=== RECORDS FOR THIS TASK ===

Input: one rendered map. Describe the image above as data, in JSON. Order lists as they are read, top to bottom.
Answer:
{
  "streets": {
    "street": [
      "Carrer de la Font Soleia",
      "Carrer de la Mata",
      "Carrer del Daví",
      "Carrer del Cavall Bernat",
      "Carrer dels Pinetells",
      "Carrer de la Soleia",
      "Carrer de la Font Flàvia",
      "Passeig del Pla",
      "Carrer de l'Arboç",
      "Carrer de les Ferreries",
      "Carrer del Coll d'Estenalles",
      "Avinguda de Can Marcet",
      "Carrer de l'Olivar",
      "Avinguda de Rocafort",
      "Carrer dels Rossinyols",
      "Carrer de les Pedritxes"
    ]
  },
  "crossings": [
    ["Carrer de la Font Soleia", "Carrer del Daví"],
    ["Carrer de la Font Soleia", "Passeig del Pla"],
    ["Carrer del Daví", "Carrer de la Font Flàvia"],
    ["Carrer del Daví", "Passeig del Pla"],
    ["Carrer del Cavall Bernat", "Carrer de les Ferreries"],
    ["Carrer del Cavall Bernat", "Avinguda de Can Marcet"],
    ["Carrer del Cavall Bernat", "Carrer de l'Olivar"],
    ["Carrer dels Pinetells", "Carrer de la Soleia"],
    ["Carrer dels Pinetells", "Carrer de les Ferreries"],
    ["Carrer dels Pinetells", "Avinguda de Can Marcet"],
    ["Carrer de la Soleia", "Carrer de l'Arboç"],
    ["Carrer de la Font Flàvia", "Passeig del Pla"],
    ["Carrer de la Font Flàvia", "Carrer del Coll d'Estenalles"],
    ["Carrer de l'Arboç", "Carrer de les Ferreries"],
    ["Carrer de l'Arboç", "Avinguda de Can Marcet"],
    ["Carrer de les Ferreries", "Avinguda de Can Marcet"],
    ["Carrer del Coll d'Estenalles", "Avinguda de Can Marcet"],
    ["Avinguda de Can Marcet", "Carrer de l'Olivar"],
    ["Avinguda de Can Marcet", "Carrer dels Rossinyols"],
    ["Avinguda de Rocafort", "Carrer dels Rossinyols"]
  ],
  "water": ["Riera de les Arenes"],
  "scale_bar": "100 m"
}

===

◆ WHAT IS REQUIRED
If a line in the entries above contains "Coll", it counts toward the total; give only that total.

◆ ANSWER BOX
3